Slow Performance on Flattened Facts Table
Hi, hope someone had a similar issue. I have facts table with about 400 mln records and 20 columns. Client requested to provide information from facts table and additional attributes from 4 Dim tables.
DimA - 21 attributes
DimB - 5 atributes
DimC - 4 attributes
DimD - 2 attributes.
My first instinct was to create a view with all the joins to Dim tables to bring relevant data into one structure. I noticed that as I was adding joins from facts table to dimensions, the performance of the view was gradually degrading (I started adding the lowest DimD to the highest DimA).
The performance on the final view, with all 4 Dim added, was unusable for the client to work.
My second approach was to build a flat table with all facts and all relevant attributes added as columns via SET USING function. A/C to Vertica documentation, this is recommended setup on very large table; however, REFRESH_COLUMNS takes hours (>3 hrs now) to populate! This is again unacceptable.

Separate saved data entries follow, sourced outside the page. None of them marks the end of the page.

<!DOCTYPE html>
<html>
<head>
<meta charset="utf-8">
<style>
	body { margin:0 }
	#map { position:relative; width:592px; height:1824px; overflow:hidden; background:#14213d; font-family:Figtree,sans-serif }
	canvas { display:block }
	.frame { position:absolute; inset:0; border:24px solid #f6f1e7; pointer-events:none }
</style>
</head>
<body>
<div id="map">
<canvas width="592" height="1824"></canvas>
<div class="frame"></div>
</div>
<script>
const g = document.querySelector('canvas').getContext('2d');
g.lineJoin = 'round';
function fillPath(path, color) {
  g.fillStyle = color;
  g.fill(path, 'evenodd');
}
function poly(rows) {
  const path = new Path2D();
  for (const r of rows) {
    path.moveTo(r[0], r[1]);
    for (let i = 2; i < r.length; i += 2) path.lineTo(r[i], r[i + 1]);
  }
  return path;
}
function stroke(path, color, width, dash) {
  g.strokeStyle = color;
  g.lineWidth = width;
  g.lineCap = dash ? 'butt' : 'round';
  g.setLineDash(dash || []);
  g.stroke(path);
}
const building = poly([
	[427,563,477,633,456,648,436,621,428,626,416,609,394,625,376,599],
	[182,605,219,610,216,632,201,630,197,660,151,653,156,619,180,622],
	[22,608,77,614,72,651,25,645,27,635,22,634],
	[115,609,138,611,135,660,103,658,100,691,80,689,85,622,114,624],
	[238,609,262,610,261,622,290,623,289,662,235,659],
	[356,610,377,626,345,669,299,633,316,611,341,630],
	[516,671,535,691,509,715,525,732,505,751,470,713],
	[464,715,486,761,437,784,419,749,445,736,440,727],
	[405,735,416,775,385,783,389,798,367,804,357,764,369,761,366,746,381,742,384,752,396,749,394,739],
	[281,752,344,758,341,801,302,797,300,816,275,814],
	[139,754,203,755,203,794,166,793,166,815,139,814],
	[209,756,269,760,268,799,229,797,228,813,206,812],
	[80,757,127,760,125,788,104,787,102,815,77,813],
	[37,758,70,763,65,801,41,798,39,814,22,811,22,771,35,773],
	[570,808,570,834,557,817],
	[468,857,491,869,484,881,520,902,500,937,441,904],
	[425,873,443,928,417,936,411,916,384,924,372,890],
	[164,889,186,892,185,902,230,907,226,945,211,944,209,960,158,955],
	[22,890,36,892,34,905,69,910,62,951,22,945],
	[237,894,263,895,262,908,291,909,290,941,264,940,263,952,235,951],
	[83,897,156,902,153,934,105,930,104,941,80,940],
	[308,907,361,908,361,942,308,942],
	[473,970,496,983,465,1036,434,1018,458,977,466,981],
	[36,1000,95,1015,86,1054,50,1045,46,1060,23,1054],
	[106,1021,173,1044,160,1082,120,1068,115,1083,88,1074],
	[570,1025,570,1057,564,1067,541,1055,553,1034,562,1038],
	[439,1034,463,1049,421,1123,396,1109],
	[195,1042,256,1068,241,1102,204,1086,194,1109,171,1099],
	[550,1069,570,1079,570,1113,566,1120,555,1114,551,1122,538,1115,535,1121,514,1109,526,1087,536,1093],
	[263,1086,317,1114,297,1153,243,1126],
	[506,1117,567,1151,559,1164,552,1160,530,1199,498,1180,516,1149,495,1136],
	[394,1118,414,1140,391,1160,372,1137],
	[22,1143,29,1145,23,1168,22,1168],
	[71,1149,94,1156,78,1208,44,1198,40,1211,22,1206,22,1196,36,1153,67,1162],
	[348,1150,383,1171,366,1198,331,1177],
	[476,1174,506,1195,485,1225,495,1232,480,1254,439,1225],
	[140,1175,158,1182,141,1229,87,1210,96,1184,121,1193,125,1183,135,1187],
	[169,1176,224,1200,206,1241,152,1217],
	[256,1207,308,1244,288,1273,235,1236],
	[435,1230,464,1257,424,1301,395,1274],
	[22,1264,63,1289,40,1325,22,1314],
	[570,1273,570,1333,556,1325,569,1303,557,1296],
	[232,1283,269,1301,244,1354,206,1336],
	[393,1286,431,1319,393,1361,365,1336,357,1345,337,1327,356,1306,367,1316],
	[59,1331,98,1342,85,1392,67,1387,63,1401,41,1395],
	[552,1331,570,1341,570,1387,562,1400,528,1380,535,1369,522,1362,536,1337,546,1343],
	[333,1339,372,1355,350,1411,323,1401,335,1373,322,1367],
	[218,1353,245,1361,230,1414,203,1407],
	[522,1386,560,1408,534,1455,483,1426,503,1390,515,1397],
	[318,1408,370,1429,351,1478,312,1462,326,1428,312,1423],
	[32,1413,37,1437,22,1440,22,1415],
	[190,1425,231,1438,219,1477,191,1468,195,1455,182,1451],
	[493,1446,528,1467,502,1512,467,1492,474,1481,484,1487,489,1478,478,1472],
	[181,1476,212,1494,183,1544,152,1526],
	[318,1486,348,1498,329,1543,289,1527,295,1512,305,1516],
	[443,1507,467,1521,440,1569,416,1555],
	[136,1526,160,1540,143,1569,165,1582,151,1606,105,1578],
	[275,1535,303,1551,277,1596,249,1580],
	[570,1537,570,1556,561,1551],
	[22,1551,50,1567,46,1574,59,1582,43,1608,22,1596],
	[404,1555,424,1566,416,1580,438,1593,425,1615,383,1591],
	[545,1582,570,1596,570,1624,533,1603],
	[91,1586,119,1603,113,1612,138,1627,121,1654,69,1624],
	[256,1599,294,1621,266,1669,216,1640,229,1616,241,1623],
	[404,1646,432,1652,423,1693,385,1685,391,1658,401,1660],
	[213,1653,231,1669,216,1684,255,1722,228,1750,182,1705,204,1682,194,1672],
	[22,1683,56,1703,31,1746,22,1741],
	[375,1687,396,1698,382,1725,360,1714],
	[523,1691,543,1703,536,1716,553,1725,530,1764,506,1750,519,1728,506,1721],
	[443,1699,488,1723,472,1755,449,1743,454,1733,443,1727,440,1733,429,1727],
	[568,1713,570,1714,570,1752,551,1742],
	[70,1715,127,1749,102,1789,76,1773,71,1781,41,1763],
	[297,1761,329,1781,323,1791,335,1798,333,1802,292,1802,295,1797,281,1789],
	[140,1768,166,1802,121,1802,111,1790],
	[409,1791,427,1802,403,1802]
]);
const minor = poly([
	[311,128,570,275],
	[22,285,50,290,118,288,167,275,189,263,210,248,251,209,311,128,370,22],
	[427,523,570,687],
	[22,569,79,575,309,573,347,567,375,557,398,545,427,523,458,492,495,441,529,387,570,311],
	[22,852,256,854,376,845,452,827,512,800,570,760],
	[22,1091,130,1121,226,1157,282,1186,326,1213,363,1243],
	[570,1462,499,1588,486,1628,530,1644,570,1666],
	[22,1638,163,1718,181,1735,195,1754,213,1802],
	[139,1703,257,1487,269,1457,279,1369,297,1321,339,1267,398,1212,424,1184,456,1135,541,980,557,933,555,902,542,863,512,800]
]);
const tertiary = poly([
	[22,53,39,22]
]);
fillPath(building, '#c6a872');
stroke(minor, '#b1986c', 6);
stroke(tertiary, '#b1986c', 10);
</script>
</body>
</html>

I plan to change the column setting on attributes from DimB-C to use DEFAULT instead of SET USING, but DimA is very volatile (meaning attributes in that table get updated daily and are very likely to change). Client requests to have these attributes up_to date on entire Facts data.
Any recommendations are appreciated. How to make either views or flattened tabel work faster and more efficient.